- **DIRECTIONS FOR THIS TASK**: Every line below that mentions the word "nowrap" should be copied out.

- **THE RECORDS**:

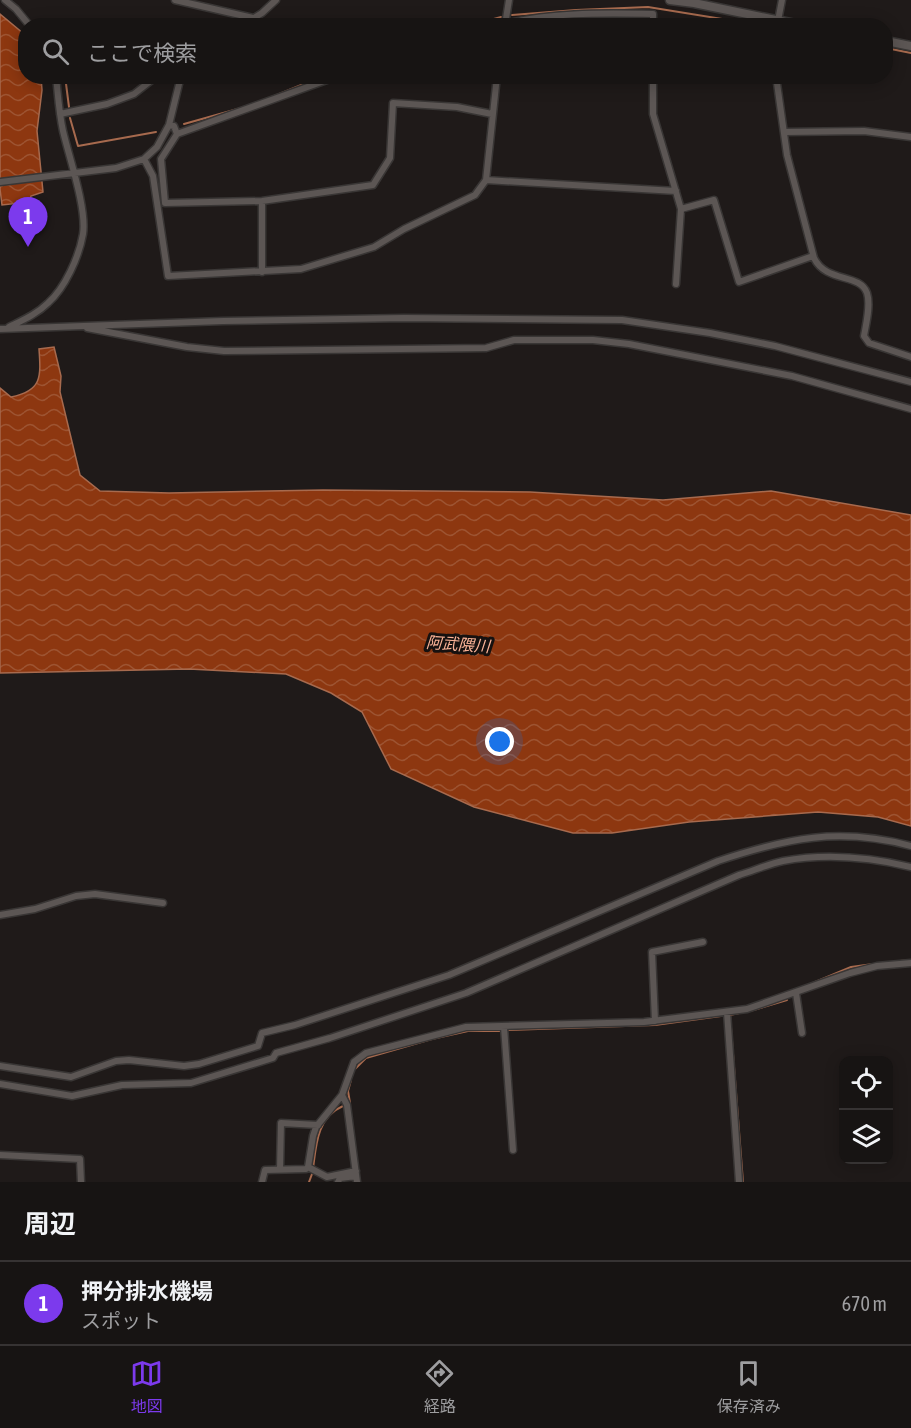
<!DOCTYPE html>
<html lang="ja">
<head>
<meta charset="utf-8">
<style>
	body { margin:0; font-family:"Asap Condensed","Noto Sans JP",sans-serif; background:#201d1c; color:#f1f3f6 }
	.controls { position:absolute; right:18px; bottom:18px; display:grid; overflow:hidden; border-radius:12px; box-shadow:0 3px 15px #0003 }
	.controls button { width:54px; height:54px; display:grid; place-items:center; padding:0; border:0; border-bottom:2px solid #363333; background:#171413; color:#f1f3f6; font:30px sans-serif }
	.you { position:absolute; left:500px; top:742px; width:21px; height:21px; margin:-15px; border:4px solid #fff; border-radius:50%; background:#1a73e8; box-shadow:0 0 0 9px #1a73e833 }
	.badge { display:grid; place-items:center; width:39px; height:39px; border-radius:50%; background:#7c3aed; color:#fff; font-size:20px; font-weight:700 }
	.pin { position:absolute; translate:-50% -50px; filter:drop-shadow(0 2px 3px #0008) }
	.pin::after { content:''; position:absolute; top:32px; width:21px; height:18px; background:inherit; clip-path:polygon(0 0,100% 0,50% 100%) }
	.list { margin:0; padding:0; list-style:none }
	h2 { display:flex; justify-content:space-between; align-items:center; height:78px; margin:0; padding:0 24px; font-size:26px }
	h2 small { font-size:20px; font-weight:400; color:#9e9ea0 }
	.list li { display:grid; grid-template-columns:39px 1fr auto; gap:18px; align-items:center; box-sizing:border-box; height:84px; padding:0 24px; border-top:2px solid #363333 }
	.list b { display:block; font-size:22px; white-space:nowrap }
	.list p { margin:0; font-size:20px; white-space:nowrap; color:#9e9ea0 }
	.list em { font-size:20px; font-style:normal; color:#9e9ea0 }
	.icon { flex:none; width:33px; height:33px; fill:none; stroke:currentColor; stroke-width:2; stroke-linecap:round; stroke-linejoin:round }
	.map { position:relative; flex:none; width:911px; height:1182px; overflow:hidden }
	.search { position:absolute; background:#171413; box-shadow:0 3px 15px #0003; left:18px; right:18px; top:18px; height:66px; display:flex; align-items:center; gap:15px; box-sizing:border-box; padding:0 21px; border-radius:24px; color:#9e9ea0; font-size:22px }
	.sheet { height:162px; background:#171413 }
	nav { display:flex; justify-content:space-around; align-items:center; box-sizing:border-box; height:84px; border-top:2px solid #363333; background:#171413; font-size:16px; color:#9e9ea0 }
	nav a { display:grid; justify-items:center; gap:3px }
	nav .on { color:#7c3aed }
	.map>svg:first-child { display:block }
	.water { fill:url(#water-waves); stroke:#a76a4e; stroke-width:1.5 }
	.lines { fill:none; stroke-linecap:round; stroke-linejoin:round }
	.stream { stroke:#a76a4e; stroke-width:2 }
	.street-casing { stroke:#393635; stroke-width:9 }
	.secondary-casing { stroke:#393635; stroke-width:11 }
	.street { stroke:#5c5654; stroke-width:6 }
	.secondary { stroke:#5c5654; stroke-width:8 }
	.labels { text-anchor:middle; stroke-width:6; stroke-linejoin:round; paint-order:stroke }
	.water-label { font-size:16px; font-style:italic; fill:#fcb498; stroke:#161110 }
</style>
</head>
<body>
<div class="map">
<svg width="911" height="1182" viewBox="0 0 911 1182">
	<defs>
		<pattern id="water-waves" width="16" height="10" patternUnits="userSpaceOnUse" patternTransform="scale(1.5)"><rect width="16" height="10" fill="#8d3710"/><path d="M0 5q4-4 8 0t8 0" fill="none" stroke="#9d5432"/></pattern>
	</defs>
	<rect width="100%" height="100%" fill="#1f1a19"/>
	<path class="water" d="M 0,14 L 24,34 L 26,38 L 26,76 L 41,77 L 42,90 L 37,131 L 43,192 L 31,196 L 29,202 L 2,205 L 0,189 Z
		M 54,347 L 61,376 L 60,392 L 80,475 L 100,491 L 169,493 L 323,490 L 530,492 L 663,500 L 771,491 L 911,515 L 911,826 L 878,817 L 818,812 L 689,822 L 612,833 L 573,833 L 474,807 L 391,769 L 362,712 L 331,693 L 286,674 L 189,669 L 0,673 L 0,388 L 11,397 C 42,391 41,377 39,349 Z"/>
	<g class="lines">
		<path class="stream" d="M 512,15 L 576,10 L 648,7 L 766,26
			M 468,26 L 501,17
			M 886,48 L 911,53
			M 65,76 L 69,107
			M 267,99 L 323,76
			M 70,118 L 78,146 L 156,132
			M 184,124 L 241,108
			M 900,961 L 911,960
			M 808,985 L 851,967 L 873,964
			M 750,1011 L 787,1000
			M 509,1030 L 655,1025 L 721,1016
			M 355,1069 L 366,1058 L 432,1039 L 468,1031 L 501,1031
			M 350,1103 L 348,1091 L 351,1080
			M 313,1169 C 316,1145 317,1117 343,1106
			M 309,1182 L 312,1174
			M 743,1182 L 730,1015 L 744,1012"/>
		<g class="street-casing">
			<path id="street" d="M 5,0 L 16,9 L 30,26
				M 175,0 L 253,18
				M 505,25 L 509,0
				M 241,26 L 262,13 L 276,0
				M 496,26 C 547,12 601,13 653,14 L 653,26
				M 777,26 L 782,0
				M 653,76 L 653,114 L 681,209 L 676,284
				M 776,76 L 787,155 L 814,258 C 826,283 860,273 867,293 C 871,305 866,324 864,336 L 869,343 L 911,357
				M 60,114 L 107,104 L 134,94 L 157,76
				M 169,125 L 174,126 L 177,134 L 338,76
				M 785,132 L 864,131 L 911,137
				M 177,134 L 161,159 L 165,203 L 262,201 L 373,185 L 390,158 L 393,103 L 457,107 L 492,114
				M 144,159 L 153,176 L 168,276 L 301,269 L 374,247 L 404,229 L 475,195 L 486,180 L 497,76
				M 486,180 L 676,191
				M 0,182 L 116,168 L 144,159 L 157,147 L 169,125 L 181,76
				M 262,201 L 262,272
				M 681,209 L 714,200 L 739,282 L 813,256
				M 9,327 C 23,320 37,314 48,303 C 65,288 79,257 83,234 C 87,209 69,157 63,131 C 59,113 58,95 56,76
				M 87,328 L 187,347 L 224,351 L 486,348 L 514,340 L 593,340 L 629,344 L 792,376 L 911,409
				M 0,329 L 223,321 L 404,318 L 622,320 L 710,333 L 775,346 L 911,382
				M 0,915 L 35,909 L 76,896 L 95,894 L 163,903
				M 796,993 L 802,1033
				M 727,1012 L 739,1182
				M 655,1021 L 652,952 L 703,942
				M 504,1027 L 513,1150
				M 0,1066 L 71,1077 L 116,1061 L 129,1060 L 184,1066 L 199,1064 L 258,1046 L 262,1033 L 295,1025 L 449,975 L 718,861 C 787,838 839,827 911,846
				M 0,1084 L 72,1096 L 122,1085 L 191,1083 L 273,1058 L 276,1053 L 330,1038 L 466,993 L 739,875 C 753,871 768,864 783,861 C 826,853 869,857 911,867
				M 342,1095 L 347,1105 L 357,1182
				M 0,1155 L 80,1159 L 81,1182
				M 308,1167 L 327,1177 L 356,1171
				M 280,1169 L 281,1123 L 318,1125
				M 262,1182 L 265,1170 L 306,1169 L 308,1167 L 313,1136 L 316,1127 L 342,1095 L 354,1062 L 366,1053 L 466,1027 L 644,1022 L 747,1009 L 850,973 L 877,966 L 911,963
				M 338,1182 L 340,1178 L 356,1176"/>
		</g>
		<g class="secondary-casing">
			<path id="secondary" d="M 670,0 L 694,3 L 805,26
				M 886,41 L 911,46"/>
		</g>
		<use href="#street" class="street"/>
		<use href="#secondary" class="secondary"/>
	</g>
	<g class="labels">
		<g class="water-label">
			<text transform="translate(458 644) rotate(4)" y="6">阿武隈川</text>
		</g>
	</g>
</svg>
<div class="controls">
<button><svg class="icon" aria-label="locate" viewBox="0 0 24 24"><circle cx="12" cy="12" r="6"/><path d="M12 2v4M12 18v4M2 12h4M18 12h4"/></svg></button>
<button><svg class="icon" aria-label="layers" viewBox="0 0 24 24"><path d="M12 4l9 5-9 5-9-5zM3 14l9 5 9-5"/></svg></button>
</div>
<div class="you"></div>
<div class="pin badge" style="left:28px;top:247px">1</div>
<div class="search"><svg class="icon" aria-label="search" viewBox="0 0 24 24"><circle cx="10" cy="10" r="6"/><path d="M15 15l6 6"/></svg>ここで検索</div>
</div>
<section class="sheet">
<h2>周辺<small></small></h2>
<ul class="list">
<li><span class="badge">1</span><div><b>押分排水機場</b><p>スポット</p></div><em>670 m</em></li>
</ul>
</section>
<nav>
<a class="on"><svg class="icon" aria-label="map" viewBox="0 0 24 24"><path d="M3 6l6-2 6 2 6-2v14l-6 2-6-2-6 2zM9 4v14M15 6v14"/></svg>地図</a>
<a><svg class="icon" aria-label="directions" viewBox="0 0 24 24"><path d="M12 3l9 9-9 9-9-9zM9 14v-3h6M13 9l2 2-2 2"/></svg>経路</a>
<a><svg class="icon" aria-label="saved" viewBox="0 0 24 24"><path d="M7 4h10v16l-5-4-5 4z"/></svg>保存済み</a>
</nav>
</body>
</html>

- **WRITTEN SOLUTION**:
	.list b { display:block; font-size:22px; white-space:nowrap }
	.list p { margin:0; font-size:20px; white-space:nowrap; color:#9e9ea0 }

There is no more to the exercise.